Given entries ▸

◇ ◇ ◇ ◇ ◇ ◇ ◇

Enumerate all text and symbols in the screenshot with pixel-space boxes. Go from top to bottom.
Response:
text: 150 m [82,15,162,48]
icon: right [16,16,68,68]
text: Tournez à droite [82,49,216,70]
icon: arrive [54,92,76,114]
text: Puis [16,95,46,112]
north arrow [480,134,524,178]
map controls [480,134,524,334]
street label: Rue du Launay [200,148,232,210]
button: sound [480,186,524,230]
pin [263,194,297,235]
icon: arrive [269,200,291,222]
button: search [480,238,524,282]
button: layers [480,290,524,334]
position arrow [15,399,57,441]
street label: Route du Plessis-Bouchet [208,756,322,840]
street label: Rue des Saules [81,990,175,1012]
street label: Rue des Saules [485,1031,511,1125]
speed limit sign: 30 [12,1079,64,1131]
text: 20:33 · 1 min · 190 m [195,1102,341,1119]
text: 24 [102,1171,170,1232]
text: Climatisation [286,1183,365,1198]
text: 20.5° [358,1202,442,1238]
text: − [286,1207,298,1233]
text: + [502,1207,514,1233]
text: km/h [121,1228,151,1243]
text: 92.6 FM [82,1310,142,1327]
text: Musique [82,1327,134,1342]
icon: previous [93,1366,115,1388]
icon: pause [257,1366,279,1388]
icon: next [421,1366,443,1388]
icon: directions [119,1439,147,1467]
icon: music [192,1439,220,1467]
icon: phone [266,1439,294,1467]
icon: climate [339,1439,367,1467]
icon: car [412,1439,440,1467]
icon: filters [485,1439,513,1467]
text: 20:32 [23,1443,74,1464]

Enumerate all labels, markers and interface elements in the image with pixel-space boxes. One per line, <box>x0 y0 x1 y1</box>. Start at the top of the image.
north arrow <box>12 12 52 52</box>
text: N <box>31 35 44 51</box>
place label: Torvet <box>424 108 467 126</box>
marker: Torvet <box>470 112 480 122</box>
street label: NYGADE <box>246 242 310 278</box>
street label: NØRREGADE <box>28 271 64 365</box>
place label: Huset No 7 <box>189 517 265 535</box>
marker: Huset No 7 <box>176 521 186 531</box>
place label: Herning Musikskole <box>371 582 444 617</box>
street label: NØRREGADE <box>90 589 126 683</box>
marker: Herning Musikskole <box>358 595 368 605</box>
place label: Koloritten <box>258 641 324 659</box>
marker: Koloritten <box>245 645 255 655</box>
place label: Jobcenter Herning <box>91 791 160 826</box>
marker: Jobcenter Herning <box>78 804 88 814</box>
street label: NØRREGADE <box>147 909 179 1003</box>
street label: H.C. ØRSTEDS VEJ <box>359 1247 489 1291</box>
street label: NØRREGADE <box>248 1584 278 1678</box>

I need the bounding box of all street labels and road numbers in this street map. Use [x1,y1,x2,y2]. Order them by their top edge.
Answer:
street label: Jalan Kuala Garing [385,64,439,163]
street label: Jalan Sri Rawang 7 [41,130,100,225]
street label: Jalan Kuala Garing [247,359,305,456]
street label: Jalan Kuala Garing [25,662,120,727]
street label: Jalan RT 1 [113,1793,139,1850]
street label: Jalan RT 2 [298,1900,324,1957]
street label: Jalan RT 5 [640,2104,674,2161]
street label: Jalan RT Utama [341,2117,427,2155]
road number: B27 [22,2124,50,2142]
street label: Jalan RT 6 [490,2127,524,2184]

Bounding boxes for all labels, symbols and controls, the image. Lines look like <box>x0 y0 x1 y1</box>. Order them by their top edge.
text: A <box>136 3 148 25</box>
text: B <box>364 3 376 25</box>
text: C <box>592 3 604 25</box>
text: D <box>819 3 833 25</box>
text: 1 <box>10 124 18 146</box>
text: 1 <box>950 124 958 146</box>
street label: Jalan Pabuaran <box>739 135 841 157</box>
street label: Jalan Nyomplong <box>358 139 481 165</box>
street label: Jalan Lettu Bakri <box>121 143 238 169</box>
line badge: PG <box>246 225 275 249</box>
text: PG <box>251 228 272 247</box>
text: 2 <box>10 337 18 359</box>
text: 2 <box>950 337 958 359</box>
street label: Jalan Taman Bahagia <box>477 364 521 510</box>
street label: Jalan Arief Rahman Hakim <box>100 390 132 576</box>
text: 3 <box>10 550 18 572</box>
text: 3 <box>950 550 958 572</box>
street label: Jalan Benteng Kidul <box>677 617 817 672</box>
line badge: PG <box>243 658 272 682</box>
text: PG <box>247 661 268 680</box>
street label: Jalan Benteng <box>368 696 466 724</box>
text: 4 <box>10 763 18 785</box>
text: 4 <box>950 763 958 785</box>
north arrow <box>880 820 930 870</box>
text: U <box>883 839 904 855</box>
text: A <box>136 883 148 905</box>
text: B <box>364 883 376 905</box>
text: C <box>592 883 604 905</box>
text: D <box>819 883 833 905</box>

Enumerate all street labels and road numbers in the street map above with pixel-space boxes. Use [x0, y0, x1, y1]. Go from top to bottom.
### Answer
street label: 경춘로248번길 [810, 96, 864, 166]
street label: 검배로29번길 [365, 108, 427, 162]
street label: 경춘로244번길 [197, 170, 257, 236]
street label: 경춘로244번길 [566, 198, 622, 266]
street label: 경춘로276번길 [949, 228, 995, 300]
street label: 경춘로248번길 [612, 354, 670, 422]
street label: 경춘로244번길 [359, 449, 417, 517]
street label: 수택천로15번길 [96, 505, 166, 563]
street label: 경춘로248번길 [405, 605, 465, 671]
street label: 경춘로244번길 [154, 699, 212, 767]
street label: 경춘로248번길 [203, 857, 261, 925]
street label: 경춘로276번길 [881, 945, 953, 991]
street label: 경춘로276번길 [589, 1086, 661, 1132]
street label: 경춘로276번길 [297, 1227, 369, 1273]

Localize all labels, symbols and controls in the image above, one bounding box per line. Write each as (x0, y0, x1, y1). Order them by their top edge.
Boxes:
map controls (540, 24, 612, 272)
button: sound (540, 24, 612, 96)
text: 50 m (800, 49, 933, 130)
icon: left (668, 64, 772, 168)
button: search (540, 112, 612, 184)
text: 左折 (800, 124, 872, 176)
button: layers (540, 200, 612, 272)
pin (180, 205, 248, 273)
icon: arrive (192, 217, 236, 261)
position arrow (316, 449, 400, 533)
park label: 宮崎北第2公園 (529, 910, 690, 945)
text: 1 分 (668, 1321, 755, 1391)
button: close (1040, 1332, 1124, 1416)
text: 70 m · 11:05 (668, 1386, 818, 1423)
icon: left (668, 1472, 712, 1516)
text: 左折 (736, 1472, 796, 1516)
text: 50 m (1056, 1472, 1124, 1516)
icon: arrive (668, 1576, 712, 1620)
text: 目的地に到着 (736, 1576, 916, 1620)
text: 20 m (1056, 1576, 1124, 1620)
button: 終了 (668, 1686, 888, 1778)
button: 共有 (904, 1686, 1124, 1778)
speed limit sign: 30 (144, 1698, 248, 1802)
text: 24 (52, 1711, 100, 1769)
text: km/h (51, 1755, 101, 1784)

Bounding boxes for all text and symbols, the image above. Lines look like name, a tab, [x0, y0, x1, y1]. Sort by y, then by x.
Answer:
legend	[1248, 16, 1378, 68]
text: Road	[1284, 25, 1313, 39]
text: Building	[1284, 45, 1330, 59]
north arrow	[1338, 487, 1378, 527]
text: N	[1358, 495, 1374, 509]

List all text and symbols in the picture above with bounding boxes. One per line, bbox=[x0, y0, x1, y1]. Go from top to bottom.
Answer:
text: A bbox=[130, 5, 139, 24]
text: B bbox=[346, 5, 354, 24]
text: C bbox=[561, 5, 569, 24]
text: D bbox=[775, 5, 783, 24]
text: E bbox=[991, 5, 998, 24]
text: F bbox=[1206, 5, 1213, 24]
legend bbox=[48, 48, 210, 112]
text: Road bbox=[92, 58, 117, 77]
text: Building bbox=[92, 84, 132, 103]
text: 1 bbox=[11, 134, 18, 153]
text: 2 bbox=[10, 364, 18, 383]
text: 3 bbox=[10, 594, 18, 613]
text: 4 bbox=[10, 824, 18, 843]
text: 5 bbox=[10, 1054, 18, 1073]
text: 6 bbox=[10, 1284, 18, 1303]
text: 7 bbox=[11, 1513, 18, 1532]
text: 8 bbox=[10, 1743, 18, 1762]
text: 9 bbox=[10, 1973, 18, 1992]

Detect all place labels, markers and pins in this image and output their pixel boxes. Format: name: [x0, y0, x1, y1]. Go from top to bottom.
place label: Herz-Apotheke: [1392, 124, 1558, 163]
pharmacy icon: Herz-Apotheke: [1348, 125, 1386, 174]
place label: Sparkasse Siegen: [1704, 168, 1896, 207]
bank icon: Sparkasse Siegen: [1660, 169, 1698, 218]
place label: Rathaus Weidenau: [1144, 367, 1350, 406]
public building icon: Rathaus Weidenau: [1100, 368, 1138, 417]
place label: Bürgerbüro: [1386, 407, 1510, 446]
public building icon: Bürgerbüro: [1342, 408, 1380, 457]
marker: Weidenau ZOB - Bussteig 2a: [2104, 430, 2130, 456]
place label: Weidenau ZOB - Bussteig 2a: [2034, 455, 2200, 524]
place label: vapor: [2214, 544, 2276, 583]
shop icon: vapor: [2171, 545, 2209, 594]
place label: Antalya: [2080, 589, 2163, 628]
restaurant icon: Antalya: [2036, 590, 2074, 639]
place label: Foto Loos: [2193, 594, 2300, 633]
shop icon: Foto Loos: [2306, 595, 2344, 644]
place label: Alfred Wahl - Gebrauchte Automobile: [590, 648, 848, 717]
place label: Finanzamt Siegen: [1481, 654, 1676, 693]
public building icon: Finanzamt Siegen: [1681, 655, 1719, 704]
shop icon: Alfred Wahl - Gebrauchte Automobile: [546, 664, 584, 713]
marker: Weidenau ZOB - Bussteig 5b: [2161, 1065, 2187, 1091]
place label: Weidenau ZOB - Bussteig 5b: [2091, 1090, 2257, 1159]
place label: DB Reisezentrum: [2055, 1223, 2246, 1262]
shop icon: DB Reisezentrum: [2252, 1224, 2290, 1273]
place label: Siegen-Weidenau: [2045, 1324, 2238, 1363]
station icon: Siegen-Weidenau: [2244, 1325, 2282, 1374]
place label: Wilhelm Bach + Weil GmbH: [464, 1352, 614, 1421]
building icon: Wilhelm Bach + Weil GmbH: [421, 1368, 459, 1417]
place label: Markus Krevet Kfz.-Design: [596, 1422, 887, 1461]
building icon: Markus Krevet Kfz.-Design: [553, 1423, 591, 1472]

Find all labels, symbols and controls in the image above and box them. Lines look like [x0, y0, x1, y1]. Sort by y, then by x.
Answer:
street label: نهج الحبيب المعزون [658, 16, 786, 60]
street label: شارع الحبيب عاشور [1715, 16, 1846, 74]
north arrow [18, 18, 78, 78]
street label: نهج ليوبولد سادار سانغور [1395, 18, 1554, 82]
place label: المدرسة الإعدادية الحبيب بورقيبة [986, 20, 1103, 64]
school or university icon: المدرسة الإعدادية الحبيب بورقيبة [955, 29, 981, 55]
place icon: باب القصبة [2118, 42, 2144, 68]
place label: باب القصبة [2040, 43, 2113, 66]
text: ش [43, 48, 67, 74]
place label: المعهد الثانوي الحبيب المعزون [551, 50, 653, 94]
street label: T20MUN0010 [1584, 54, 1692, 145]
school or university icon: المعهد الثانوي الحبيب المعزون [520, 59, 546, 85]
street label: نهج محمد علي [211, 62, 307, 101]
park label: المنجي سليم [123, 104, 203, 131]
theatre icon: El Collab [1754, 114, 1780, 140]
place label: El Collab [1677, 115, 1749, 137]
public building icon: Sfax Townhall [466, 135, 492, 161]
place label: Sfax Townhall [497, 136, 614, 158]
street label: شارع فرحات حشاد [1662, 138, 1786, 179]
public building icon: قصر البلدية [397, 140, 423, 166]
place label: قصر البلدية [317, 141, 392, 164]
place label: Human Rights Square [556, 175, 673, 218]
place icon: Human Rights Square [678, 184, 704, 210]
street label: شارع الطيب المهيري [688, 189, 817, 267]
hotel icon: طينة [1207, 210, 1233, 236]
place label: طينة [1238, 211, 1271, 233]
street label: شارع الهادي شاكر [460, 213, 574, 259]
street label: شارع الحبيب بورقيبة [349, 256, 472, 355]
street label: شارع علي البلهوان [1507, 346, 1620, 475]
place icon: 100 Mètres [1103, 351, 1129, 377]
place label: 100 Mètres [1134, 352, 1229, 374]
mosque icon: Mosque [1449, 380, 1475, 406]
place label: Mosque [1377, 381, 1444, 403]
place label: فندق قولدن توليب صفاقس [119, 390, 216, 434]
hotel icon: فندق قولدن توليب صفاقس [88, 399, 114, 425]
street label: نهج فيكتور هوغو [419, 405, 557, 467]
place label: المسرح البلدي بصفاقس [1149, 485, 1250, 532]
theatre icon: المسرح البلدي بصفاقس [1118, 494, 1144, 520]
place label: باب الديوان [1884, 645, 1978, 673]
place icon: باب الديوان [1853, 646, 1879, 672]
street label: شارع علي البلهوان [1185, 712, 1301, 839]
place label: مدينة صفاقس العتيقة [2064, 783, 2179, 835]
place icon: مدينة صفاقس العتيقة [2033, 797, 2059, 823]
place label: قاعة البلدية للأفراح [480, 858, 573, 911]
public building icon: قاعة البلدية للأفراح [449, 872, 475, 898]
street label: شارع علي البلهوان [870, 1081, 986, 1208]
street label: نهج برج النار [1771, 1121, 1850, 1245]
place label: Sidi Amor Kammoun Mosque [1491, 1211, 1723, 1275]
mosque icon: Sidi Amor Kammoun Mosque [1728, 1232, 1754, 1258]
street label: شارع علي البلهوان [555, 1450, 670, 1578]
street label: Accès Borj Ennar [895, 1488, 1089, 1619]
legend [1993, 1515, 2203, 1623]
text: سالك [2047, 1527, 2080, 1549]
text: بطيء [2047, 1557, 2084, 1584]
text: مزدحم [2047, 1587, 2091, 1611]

◇ ◇ ◇ ◇ ◇ ◇ ◇

The problem ▸ Look through the entries above for the word "مدينة". Copy every line where it shows up.

Response to the task ▸
place label: مدينة صفاقس العتيقة [2064, 783, 2179, 835]
place icon: مدينة صفاقس العتيقة [2033, 797, 2059, 823]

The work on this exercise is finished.